Fill out this form to email this article to a friend
Space
NASA boss takes responsibility for foam loss
Associated Press
Published July 30, 2005
SPACE CENTER, Houston - NASA's boss took responsibility Friday for the alarming loss of a big piece of fuel-tank insulation from Discovery and refused to give up on flying another space shuttle later this year.
Administrator Michael Griffin said a new "tiger team" of engineers will seek solutions to the problem that brought down Columbia and continues to haunt the space agency. "By being smart and working hard," NASA might be able to launch another shuttle by year's end, he said.
"I think we're going to fix it in short order and we're going to get back flying," Griffin said. "We don't expect this to be a long drawn-out affair, to be honest with you."
Nonetheless, Griffin has his staff looking at what Discovery's astronauts can do to help out the international space station over the next week - like leaving any surplus food, water, laptop computers or other supplies, just in case the shuttle fleet is grounded for longer.
Mission managers may keep Discovery docked at the station an extra day because of the extra work, which would stretch the shuttle flight to 13 days.
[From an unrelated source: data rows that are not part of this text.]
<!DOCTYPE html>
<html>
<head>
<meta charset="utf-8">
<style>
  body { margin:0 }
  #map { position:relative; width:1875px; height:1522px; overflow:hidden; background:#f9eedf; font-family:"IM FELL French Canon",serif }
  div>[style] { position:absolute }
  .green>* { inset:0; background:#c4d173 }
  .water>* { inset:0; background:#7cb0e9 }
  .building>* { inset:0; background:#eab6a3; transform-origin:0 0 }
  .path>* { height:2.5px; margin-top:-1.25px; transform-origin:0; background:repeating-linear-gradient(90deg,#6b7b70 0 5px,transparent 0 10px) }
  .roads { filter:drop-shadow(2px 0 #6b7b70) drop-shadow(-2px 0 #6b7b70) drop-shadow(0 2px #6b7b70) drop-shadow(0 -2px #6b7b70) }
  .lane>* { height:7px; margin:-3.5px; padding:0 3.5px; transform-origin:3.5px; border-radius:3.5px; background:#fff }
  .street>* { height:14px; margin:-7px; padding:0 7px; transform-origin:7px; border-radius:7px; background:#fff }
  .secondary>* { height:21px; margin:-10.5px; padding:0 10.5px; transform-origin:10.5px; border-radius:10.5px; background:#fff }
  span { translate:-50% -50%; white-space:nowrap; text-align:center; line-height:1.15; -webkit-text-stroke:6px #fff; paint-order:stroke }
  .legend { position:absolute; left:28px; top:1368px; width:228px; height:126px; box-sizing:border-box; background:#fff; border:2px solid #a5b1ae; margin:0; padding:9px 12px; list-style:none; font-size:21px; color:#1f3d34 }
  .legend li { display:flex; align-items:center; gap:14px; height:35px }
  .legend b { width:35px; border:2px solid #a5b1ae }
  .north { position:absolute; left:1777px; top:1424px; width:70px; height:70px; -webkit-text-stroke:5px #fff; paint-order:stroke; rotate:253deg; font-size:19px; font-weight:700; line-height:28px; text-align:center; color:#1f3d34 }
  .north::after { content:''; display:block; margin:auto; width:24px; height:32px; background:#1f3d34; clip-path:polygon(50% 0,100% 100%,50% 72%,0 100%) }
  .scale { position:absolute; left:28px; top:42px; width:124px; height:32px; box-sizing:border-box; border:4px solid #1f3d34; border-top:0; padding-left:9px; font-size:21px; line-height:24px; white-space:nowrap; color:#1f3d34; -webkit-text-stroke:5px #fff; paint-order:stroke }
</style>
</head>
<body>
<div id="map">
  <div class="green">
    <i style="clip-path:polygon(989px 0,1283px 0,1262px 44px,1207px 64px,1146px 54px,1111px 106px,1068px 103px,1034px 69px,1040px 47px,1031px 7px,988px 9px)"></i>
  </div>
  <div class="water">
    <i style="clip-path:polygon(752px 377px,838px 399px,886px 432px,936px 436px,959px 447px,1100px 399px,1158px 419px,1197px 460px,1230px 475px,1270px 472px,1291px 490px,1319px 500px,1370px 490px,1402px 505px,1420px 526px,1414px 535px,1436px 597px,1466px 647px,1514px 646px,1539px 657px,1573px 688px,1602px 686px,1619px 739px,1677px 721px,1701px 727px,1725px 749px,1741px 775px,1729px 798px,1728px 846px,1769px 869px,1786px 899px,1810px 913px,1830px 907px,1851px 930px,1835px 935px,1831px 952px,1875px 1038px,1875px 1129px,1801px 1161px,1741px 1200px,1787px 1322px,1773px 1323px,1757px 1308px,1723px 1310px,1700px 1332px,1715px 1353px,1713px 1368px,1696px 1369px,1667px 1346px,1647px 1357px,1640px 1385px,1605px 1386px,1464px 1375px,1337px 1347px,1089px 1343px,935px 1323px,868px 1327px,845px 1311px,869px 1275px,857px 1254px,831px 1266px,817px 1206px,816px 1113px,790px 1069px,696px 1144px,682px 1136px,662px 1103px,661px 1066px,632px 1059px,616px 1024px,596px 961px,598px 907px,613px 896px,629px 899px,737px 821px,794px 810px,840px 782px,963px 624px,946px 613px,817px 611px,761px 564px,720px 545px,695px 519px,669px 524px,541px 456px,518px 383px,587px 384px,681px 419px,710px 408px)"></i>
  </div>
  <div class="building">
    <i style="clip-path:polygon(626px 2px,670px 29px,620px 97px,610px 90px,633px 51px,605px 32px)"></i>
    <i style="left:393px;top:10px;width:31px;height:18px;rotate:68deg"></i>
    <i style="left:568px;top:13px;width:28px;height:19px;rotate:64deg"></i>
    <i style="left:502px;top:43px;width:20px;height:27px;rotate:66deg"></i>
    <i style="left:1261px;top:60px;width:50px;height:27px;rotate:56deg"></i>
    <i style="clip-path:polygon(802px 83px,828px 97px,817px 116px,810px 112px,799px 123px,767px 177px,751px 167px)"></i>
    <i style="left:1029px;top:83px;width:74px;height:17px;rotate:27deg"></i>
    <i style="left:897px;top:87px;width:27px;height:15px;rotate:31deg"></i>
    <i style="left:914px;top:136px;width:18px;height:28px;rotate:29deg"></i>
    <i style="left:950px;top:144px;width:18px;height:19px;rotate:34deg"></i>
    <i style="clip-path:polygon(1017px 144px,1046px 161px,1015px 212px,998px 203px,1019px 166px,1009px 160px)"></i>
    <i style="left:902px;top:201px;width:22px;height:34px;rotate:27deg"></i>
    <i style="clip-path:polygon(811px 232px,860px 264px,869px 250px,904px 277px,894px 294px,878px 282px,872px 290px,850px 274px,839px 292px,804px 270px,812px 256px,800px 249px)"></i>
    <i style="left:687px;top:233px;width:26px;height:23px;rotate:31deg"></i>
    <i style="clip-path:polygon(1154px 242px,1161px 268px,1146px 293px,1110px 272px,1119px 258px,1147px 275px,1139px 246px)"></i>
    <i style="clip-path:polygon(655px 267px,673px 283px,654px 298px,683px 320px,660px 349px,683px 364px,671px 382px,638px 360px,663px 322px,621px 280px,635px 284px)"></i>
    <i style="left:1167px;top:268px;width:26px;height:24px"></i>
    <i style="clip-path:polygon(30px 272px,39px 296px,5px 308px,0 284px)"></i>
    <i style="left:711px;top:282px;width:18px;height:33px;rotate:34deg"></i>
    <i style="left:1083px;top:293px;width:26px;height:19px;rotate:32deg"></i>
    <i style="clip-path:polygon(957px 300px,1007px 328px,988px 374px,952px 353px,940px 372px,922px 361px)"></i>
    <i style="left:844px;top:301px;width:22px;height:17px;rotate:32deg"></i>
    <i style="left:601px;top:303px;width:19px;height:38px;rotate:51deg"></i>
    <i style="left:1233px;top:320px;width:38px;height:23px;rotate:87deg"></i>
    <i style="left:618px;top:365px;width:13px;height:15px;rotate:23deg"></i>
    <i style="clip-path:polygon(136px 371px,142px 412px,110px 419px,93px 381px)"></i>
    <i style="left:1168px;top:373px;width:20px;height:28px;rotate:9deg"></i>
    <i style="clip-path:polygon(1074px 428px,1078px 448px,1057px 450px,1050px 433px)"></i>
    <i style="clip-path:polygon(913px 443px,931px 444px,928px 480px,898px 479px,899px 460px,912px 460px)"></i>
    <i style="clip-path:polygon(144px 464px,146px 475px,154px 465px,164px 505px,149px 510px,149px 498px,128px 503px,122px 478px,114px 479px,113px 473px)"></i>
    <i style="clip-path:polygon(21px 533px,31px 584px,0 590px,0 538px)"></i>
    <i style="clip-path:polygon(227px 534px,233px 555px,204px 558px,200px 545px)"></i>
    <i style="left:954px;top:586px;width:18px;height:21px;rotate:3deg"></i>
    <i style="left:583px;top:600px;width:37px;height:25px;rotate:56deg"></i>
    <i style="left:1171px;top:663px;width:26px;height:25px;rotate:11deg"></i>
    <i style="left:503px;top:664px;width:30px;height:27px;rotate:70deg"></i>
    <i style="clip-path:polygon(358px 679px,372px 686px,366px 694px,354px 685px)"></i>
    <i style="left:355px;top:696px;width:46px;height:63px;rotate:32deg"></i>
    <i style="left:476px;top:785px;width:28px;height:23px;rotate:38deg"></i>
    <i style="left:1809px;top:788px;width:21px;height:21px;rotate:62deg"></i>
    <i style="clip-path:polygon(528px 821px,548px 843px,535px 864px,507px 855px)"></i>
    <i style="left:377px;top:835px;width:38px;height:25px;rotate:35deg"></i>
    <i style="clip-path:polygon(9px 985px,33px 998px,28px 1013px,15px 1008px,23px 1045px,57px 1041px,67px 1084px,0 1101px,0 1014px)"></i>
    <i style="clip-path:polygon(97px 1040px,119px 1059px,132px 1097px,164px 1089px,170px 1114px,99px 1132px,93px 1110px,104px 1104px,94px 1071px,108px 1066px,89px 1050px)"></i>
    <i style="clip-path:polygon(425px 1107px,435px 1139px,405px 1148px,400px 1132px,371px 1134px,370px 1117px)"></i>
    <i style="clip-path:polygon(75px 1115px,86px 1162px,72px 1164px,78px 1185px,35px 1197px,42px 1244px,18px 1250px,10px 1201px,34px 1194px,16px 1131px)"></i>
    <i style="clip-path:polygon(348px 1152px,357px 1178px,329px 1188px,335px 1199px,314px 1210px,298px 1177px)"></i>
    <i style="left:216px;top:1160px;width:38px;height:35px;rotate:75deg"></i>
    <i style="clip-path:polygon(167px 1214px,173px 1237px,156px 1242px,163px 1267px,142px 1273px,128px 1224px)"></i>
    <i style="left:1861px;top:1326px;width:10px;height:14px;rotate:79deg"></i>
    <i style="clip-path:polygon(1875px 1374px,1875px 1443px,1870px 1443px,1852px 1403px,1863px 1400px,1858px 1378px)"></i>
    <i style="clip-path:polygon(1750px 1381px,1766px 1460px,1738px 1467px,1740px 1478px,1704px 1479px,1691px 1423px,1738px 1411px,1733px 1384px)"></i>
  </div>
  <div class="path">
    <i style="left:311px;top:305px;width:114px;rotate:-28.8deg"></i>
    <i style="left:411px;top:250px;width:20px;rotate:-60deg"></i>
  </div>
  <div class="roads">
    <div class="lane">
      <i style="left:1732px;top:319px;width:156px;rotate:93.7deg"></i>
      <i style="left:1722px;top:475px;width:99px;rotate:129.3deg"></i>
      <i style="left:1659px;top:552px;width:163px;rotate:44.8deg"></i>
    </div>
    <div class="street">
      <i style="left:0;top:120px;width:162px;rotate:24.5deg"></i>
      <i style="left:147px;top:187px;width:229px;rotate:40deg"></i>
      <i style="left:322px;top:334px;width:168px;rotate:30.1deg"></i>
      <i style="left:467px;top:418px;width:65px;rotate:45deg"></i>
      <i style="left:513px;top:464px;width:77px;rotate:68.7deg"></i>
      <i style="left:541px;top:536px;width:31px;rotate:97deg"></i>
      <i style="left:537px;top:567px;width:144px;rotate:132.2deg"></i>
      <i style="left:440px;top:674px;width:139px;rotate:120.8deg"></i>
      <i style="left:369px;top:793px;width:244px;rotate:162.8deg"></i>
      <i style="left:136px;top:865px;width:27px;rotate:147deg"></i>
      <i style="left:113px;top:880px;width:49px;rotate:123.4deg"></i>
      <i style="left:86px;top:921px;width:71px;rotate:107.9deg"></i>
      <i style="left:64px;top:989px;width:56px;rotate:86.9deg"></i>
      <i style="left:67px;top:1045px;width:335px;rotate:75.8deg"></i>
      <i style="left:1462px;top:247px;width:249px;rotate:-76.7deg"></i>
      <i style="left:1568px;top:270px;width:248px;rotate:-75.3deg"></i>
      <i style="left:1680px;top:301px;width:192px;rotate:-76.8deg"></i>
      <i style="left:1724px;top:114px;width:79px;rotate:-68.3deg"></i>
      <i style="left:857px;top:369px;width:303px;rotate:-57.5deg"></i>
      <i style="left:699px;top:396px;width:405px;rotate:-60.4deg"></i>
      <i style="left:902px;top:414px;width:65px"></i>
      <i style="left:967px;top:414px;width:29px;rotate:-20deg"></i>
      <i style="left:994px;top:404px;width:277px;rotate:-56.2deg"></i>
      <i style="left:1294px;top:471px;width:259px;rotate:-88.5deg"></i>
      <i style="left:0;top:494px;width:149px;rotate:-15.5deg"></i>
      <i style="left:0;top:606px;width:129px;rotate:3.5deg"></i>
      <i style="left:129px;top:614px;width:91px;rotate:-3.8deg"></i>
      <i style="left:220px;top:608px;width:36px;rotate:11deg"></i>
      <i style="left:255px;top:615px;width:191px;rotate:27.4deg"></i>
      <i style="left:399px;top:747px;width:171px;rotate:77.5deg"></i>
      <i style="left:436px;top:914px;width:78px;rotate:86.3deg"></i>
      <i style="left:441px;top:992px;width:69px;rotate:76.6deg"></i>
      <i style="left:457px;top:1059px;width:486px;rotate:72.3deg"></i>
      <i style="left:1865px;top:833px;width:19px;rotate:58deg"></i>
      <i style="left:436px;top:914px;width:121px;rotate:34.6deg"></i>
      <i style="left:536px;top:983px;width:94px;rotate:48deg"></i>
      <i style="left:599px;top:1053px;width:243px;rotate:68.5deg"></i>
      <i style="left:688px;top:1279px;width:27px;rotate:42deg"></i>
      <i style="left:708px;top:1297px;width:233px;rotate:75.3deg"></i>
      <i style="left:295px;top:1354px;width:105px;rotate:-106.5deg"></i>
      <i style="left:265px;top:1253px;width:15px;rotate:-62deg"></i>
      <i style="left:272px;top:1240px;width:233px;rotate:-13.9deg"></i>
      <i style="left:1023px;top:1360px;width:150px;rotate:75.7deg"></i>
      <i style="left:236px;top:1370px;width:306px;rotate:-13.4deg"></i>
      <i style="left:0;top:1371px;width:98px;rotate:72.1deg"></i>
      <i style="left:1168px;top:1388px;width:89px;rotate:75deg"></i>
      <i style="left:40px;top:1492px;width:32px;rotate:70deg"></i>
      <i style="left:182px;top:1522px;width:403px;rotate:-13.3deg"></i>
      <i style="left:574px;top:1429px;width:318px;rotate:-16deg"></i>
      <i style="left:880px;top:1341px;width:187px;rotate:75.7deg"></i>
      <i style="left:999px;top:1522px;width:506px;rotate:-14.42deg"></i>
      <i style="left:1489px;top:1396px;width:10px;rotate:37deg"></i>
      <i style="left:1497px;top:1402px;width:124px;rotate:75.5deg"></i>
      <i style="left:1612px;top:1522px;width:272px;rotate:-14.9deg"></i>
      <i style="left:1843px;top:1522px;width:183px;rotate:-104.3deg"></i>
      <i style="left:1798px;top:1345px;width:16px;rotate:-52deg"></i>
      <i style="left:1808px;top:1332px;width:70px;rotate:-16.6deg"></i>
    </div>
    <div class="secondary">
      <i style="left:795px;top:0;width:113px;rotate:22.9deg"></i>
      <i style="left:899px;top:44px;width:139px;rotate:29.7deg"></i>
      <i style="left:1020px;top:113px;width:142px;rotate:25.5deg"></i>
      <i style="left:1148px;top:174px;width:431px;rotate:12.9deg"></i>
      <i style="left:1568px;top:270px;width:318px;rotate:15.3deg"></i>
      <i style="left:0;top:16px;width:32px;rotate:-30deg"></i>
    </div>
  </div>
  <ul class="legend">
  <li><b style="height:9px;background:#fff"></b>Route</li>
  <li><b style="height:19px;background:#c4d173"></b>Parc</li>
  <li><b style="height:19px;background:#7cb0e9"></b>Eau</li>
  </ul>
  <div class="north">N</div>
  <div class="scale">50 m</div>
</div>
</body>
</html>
Asked if he takes responsibility for the space agency's failure to make sure big pieces of foam debris didn't fly off the shuttle at launch, Griffin replied, "Absolutely."
Discovery lost four pieces of foam during Tuesday's liftoff that were "bigger than we wanted to see come off," he said.
Despite 2 1/2 years of tank redesign and hundreds of millions of dollars spent on that alone, he acknowledged: "We clearly haven't done our best yet."